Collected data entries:
* * *

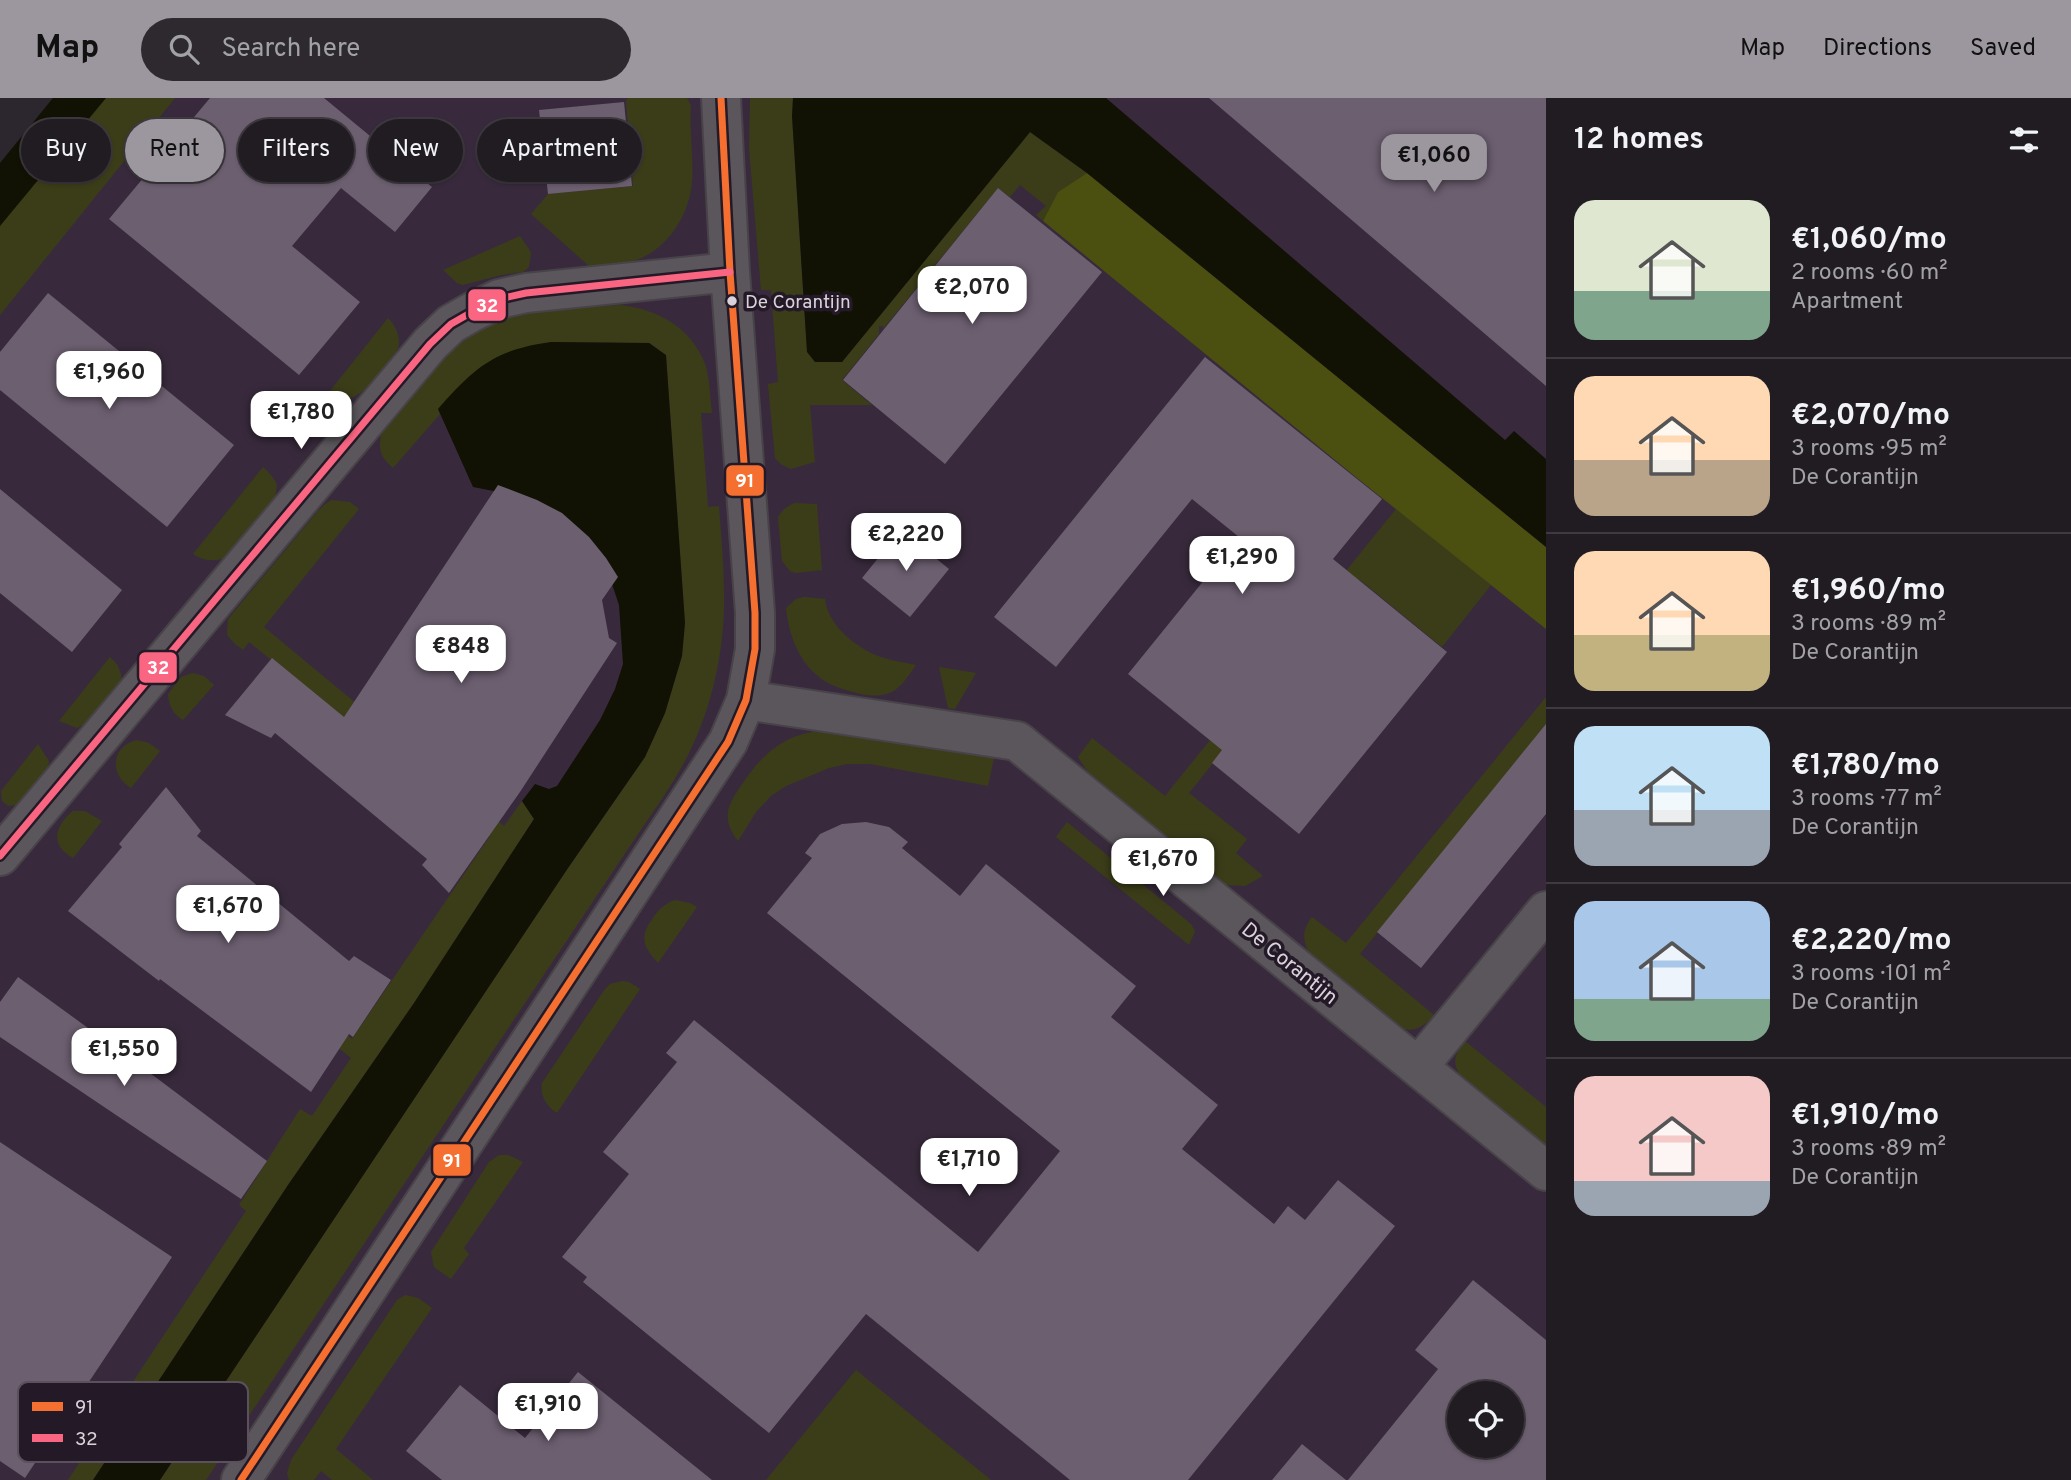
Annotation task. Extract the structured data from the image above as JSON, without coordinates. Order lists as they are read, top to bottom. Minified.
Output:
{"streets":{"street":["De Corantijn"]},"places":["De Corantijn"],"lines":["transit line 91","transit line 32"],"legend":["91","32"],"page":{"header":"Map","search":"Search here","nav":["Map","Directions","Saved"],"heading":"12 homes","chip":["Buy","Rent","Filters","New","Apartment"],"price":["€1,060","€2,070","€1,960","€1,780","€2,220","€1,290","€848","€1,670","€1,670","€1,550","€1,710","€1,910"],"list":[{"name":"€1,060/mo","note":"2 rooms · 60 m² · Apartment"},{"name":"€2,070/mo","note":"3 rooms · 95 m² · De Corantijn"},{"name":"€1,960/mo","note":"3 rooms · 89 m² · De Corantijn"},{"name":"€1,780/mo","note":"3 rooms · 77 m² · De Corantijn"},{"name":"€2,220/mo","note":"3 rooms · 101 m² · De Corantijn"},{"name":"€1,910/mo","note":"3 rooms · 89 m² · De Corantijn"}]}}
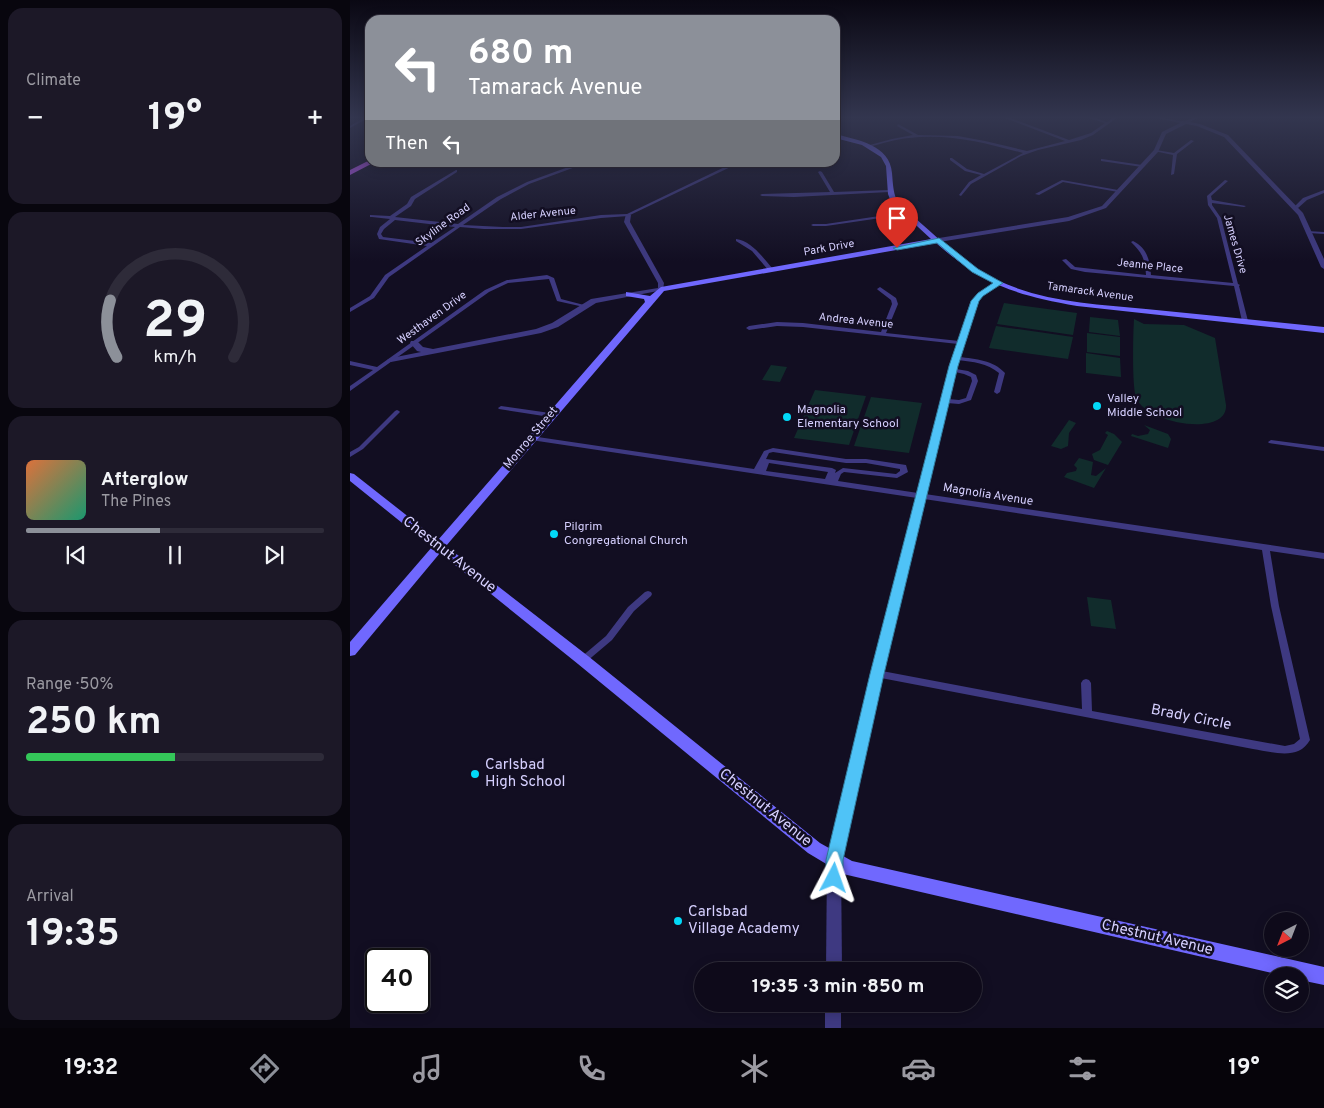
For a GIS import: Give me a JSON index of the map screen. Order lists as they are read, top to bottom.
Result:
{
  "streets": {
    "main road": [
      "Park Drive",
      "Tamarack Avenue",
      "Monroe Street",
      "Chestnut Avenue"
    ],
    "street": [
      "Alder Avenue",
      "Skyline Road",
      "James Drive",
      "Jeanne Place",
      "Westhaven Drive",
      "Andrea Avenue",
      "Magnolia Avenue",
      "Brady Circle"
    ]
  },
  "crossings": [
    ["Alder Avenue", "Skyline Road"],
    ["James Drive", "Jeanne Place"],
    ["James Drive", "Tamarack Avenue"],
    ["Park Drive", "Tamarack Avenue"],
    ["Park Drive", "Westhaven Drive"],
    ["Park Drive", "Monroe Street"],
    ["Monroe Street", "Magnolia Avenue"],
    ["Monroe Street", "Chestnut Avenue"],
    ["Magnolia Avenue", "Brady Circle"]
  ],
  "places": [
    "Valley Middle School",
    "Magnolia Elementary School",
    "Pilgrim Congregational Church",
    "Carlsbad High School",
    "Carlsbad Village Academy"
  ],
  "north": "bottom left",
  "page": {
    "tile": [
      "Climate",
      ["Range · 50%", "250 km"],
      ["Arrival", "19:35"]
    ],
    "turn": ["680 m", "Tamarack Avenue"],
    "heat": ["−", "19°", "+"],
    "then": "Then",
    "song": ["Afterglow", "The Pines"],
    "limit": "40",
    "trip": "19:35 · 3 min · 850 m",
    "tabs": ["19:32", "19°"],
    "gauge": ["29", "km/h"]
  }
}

* * *

Task to complete: Please print out the entries above exactly. The pictures stay out.

Solution to this exercise:
Annotation task. Extract the structured data from the image above as JSON, without coordinates. Order lists as they are read, top to bottom. Minified.
Output:
{"streets":{"street":["De Corantijn"]},"places":["De Corantijn"],"lines":["transit line 91","transit line 32"],"legend":["91","32"],"page":{"header":"Map","search":"Search here","nav":["Map","Directions","Saved"],"heading":"12 homes","chip":["Buy","Rent","Filters","New","Apartment"],"price":["€1,060","€2,070","€1,960","€1,780","€2,220","€1,290","€848","€1,670","€1,670","€1,550","€1,710","€1,910"],"list":[{"name":"€1,060/mo","note":"2 rooms · 60 m² · Apartment"},{"name":"€2,070/mo","note":"3 rooms · 95 m² · De Corantijn"},{"name":"€1,960/mo","note":"3 rooms · 89 m² · De Corantijn"},{"name":"€1,780/mo","note":"3 rooms · 77 m² · De Corantijn"},{"name":"€2,220/mo","note":"3 rooms · 101 m² · De Corantijn"},{"name":"€1,910/mo","note":"3 rooms · 89 m² · De Corantijn"}]}}
For a GIS import: Give me a JSON index of the map screen. Order lists as they are read, top to bottom.
Result:
{
  "streets": {
    "main road": [
      "Park Drive",
      "Tamarack Avenue",
      "Monroe Street",
      "Chestnut Avenue"
    ],
    "street": [
      "Alder Avenue",
      "Skyline Road",
      "James Drive",
      "Jeanne Place",
      "Westhaven Drive",
      "Andrea Avenue",
      "Magnolia Avenue",
      "Brady Circle"
    ]
  },
  "crossings": [
    ["Alder Avenue", "Skyline Road"],
    ["James Drive", "Jeanne Place"],
    ["James Drive", "Tamarack Avenue"],
    ["Park Drive", "Tamarack Avenue"],
    ["Park Drive", "Westhaven Drive"],
    ["Park Drive", "Monroe Street"],
    ["Monroe Street", "Magnolia Avenue"],
    ["Monroe Street", "Chestnut Avenue"],
    ["Magnolia Avenue", "Brady Circle"]
  ],
  "places": [
    "Valley Middle School",
    "Magnolia Elementary School",
    "Pilgrim Congregational Church",
    "Carlsbad High School",
    "Carlsbad Village Academy"
  ],
  "north": "bottom left",
  "page": {
    "tile": [
      "Climate",
      ["Range · 50%", "250 km"],
      ["Arrival", "19:35"]
    ],
    "turn": ["680 m", "Tamarack Avenue"],
    "heat": ["−", "19°", "+"],
    "then": "Then",
    "song": ["Afterglow", "The Pines"],
    "limit": "40",
    "trip": "19:35 · 3 min · 850 m",
    "tabs": ["19:32", "19°"],
    "gauge": ["29", "km/h"]
  }
}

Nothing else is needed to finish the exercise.